▶ Assignment: The lines from the start of the listing through the line containing "I am building a map index. Describe" should be printed exactly, and no other lines should be printed.
::::::
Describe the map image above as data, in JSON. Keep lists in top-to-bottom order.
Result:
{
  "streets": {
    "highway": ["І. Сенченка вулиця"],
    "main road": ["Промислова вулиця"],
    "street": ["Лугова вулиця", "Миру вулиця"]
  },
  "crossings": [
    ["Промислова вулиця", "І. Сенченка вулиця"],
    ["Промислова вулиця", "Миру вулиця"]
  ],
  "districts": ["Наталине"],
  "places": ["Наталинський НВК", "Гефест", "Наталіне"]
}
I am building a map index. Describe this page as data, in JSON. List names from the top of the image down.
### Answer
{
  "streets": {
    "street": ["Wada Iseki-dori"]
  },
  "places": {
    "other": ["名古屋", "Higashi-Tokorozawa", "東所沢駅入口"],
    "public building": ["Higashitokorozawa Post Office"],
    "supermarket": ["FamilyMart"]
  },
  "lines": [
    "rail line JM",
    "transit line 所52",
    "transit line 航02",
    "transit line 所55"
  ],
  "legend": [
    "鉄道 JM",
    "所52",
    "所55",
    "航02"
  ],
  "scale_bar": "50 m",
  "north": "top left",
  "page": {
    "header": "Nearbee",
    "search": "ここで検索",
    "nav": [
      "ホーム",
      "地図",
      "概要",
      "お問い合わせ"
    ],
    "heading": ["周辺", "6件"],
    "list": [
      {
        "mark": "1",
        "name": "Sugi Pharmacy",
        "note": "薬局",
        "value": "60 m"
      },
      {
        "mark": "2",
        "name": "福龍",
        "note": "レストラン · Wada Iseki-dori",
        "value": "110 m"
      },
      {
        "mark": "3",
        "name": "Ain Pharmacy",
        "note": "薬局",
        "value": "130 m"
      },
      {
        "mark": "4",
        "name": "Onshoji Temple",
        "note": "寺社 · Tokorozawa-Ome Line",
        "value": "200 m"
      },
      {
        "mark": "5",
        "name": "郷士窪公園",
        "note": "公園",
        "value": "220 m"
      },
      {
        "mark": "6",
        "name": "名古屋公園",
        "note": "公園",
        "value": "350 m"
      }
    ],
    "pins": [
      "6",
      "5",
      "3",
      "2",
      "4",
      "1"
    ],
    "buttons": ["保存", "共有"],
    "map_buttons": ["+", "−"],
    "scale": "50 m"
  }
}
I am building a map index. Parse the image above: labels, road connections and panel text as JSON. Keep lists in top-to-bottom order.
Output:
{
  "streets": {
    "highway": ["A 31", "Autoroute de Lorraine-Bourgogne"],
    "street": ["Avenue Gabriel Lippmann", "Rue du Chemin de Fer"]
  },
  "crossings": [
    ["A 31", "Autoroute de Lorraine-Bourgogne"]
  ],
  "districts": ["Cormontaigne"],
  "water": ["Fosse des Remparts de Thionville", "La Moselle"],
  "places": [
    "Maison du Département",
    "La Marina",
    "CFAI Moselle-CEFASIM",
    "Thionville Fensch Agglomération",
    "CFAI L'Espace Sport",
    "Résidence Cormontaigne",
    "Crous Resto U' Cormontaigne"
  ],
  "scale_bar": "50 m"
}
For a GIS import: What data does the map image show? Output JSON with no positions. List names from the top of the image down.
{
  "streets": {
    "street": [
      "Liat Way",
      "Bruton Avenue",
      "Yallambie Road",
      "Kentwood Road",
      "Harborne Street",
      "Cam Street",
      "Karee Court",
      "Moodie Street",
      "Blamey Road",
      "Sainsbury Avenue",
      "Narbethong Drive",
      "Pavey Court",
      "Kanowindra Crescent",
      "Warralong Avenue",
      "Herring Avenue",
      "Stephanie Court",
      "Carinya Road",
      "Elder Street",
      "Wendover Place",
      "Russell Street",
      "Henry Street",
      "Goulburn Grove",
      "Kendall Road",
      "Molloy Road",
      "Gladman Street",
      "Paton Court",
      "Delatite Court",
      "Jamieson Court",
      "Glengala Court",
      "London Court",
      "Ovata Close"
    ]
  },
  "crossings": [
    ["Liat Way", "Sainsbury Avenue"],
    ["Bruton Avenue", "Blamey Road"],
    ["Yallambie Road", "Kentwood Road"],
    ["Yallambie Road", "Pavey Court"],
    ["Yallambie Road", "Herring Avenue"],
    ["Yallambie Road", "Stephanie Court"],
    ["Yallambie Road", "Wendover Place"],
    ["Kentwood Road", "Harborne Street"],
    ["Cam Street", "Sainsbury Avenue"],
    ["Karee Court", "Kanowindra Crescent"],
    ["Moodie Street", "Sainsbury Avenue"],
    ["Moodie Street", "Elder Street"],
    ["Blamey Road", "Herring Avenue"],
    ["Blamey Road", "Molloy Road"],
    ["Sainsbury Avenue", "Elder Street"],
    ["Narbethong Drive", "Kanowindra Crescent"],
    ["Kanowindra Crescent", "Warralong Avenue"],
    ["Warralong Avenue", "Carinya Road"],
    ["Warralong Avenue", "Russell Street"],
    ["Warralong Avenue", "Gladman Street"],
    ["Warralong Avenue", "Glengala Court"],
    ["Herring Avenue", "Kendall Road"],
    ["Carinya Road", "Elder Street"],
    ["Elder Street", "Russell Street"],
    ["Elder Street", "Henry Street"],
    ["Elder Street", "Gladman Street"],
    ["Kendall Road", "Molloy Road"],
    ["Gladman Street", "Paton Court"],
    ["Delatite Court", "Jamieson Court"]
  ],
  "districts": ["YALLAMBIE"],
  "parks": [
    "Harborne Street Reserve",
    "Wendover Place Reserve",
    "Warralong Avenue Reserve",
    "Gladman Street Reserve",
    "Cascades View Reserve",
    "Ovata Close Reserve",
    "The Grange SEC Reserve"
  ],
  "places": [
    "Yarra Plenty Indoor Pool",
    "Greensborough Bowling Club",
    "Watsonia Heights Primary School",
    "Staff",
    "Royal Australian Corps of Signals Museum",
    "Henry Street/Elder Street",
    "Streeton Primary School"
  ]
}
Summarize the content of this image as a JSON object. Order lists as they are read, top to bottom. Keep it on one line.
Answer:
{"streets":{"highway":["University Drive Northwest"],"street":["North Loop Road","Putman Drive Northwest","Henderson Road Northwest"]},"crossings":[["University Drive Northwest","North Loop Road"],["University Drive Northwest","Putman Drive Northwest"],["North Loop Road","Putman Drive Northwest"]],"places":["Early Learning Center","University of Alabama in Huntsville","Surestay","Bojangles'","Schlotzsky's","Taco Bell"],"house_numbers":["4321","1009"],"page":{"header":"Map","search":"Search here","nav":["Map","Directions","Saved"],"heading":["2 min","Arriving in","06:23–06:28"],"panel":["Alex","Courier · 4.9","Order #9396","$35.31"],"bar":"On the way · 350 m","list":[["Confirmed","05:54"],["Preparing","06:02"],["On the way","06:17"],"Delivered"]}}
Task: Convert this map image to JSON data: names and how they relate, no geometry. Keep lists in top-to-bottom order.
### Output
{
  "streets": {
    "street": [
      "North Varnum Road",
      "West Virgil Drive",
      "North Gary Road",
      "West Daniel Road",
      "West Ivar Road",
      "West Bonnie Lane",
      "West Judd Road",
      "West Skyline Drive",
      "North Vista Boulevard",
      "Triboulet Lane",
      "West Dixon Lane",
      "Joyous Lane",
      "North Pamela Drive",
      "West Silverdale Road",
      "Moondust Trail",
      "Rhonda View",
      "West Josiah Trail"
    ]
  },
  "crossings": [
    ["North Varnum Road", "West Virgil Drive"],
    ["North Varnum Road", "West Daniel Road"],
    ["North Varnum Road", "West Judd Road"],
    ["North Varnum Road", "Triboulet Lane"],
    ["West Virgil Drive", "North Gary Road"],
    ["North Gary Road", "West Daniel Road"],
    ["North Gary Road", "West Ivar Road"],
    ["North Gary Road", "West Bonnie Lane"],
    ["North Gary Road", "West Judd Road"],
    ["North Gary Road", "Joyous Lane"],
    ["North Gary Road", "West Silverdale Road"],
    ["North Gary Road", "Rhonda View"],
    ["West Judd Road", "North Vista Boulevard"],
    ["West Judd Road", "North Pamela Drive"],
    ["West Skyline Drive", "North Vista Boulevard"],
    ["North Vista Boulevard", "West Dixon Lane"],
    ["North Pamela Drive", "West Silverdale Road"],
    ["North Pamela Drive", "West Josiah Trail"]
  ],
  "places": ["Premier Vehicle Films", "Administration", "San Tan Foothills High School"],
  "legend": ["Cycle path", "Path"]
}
::::::
▶ Exercise answer:
Describe the map image above as data, in JSON. Keep lists in top-to-bottom order.
Result:
{
  "streets": {
    "highway": ["І. Сенченка вулиця"],
    "main road": ["Промислова вулиця"],
    "street": ["Лугова вулиця", "Миру вулиця"]
  },
  "crossings": [
    ["Промислова вулиця", "І. Сенченка вулиця"],
    ["Промислова вулиця", "Миру вулиця"]
  ],
  "districts": ["Наталине"],
  "places": ["Наталинський НВК", "Гефест", "Наталіне"]
}
I am building a map index. Describe this page as data, in JSON. List names from the top of the image down.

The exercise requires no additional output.